_TASK TO CARRY OUT_. Should the word "transform" occur in a line of the records, copy that line.

Dataset entries
——
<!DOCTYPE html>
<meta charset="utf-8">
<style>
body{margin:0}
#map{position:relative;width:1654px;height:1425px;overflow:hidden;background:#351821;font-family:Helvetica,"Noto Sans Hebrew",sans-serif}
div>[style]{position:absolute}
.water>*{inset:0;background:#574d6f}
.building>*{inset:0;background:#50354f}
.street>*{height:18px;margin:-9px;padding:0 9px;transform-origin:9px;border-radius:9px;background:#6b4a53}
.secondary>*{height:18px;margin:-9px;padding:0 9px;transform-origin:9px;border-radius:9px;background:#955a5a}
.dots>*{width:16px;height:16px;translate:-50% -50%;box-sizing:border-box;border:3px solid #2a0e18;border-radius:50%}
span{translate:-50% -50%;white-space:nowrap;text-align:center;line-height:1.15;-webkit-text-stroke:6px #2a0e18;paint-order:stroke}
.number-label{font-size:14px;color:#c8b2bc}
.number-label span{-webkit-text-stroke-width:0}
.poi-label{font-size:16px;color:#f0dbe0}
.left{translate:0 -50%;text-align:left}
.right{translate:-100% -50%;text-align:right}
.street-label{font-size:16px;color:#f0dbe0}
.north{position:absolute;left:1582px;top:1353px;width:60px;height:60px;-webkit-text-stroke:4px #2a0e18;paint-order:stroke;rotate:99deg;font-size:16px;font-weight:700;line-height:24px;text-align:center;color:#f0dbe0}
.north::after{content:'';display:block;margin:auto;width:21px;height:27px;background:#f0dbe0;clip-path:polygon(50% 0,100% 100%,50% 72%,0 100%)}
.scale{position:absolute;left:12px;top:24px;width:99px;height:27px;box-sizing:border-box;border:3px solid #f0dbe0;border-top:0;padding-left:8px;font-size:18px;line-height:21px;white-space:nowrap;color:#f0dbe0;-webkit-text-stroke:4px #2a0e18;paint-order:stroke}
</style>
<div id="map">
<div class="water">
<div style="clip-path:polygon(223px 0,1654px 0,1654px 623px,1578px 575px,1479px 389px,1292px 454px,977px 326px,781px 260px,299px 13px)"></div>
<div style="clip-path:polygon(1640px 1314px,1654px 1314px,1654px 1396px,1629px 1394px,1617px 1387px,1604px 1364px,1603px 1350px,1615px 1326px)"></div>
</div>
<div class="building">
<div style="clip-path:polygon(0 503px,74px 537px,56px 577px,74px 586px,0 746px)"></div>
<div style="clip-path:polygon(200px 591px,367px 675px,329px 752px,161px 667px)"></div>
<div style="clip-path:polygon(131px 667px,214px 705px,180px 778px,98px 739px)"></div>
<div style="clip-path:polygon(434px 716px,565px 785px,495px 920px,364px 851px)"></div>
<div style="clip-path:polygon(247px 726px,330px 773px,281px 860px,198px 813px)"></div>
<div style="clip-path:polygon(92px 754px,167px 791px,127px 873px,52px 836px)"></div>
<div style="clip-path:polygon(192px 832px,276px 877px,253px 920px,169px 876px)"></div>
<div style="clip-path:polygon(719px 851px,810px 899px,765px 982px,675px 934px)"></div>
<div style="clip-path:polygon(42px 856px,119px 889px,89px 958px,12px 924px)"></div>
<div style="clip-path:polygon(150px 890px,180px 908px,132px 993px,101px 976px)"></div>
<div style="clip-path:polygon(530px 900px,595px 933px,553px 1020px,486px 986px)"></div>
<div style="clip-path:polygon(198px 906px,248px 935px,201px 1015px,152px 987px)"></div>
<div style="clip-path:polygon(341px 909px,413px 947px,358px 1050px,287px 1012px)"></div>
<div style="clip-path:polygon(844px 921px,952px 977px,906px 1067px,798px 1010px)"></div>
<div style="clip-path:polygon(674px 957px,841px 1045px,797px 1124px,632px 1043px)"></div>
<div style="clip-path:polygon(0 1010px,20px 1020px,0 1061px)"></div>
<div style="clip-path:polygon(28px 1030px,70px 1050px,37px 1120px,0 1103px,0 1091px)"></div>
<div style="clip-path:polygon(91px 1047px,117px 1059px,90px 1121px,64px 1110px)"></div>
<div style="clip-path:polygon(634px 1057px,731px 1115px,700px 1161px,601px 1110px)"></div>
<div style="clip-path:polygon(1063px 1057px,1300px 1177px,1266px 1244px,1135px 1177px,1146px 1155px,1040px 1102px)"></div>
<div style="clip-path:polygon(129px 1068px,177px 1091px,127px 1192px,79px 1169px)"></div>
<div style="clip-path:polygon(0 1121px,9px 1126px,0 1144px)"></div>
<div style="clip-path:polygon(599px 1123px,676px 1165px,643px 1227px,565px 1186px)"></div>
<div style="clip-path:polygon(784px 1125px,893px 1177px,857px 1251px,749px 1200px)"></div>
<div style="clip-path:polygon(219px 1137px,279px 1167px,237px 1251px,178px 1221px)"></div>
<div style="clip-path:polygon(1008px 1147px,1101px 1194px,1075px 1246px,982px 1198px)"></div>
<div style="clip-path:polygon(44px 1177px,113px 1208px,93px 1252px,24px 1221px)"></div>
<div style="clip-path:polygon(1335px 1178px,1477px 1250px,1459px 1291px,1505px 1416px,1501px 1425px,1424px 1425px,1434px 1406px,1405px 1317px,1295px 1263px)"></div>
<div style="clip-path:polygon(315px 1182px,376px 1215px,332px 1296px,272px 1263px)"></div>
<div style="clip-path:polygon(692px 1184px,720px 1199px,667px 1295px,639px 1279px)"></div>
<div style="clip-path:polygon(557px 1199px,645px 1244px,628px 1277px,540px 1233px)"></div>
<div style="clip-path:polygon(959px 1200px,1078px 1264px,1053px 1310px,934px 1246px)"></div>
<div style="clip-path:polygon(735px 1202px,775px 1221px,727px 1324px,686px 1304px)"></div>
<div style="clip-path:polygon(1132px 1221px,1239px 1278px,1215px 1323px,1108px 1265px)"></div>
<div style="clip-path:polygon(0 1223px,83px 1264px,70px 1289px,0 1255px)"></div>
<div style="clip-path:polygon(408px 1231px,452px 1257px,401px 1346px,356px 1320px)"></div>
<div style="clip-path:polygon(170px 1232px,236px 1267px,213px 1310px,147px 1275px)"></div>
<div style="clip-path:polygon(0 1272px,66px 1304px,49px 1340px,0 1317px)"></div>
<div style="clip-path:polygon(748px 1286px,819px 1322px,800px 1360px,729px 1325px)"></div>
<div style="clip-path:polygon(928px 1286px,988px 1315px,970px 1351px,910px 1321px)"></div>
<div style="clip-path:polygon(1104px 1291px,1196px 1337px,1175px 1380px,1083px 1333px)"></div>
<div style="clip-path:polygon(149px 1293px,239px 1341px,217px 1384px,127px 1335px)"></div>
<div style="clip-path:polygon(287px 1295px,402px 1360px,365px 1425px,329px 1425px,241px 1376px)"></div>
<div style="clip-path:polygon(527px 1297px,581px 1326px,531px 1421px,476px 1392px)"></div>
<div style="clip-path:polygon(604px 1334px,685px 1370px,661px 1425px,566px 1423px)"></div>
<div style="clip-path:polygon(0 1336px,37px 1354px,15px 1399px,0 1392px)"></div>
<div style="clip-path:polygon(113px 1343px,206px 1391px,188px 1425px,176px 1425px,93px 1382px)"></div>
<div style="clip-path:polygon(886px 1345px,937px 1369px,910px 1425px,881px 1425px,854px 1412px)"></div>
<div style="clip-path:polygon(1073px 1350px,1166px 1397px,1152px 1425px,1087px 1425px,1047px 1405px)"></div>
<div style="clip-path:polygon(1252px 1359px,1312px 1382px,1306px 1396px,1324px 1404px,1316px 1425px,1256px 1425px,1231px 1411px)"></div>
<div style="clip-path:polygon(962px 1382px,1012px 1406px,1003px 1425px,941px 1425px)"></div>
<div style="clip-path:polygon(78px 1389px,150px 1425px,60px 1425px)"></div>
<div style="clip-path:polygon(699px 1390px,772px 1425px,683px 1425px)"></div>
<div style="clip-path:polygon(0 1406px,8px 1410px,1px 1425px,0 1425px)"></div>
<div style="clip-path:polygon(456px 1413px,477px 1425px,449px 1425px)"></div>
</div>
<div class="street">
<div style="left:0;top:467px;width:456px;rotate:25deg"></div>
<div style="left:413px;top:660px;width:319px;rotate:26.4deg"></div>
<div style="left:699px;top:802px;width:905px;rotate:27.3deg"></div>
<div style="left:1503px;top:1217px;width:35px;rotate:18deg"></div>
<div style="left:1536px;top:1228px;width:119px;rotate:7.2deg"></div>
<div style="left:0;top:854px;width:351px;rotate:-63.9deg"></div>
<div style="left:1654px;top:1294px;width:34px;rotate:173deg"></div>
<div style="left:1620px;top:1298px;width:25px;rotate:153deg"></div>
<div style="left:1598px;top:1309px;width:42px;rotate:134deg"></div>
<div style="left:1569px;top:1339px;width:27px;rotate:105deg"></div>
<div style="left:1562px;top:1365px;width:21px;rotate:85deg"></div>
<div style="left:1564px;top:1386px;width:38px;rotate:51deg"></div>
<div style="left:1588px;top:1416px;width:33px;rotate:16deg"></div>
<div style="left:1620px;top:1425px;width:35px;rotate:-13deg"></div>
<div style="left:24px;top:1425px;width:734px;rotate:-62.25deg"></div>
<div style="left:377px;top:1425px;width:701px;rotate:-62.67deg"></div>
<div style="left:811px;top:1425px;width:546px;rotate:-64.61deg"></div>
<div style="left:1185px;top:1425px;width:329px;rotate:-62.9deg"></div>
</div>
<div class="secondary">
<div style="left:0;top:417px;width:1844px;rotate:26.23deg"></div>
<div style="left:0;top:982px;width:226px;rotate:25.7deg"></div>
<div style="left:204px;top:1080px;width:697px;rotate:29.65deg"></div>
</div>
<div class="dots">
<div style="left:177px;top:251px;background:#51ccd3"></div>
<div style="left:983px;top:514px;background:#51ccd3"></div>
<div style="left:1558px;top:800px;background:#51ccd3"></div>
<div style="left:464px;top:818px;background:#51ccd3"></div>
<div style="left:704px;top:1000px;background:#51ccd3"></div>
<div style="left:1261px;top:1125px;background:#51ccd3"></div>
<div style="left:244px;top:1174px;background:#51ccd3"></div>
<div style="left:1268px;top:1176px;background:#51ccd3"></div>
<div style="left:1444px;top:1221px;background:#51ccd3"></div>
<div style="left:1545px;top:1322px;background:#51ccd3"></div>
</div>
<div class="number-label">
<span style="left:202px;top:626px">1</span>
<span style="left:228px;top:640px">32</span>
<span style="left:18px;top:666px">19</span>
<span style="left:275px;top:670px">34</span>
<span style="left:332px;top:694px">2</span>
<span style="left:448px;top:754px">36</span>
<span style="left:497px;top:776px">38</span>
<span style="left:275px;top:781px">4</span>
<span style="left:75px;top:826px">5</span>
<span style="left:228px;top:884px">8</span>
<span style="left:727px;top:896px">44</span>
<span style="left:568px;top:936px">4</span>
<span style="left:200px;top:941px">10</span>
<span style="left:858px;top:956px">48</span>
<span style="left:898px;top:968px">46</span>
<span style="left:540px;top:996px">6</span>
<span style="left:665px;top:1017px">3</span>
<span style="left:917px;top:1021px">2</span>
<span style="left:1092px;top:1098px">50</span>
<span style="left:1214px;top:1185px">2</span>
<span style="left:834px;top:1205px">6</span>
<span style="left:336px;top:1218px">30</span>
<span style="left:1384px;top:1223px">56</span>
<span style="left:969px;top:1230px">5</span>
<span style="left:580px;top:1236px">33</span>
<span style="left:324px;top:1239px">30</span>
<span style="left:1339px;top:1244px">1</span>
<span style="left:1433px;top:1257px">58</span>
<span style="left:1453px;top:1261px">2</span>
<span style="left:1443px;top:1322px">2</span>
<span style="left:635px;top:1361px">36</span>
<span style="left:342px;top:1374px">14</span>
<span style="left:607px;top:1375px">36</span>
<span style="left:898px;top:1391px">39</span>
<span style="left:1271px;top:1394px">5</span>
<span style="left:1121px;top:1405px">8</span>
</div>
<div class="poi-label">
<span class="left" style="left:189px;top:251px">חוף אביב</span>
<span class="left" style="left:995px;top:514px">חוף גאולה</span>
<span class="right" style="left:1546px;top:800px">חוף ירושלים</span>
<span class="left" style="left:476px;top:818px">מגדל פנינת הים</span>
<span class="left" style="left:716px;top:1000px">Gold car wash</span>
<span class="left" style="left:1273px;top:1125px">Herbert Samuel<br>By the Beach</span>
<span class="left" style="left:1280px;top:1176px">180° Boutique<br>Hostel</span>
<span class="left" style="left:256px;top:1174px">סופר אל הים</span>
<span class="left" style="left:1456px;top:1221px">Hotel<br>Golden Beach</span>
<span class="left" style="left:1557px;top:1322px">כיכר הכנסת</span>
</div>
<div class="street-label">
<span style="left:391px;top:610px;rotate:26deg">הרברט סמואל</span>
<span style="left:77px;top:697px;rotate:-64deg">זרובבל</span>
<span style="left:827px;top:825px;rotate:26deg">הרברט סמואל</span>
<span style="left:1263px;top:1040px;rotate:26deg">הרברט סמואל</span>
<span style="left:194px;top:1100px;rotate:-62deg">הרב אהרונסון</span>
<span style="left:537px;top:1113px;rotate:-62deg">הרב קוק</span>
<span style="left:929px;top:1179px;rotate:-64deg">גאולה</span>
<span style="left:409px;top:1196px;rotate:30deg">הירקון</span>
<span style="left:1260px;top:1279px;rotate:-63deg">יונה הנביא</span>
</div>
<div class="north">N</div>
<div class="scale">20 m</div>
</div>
——
_TASK ANSWER_.
.street>*{height:18px;margin:-9px;padding:0 9px;transform-origin:9px;border-radius:9px;background:#6b4a53}
.secondary>*{height:18px;margin:-9px;padding:0 9px;transform-origin:9px;border-radius:9px;background:#955a5a}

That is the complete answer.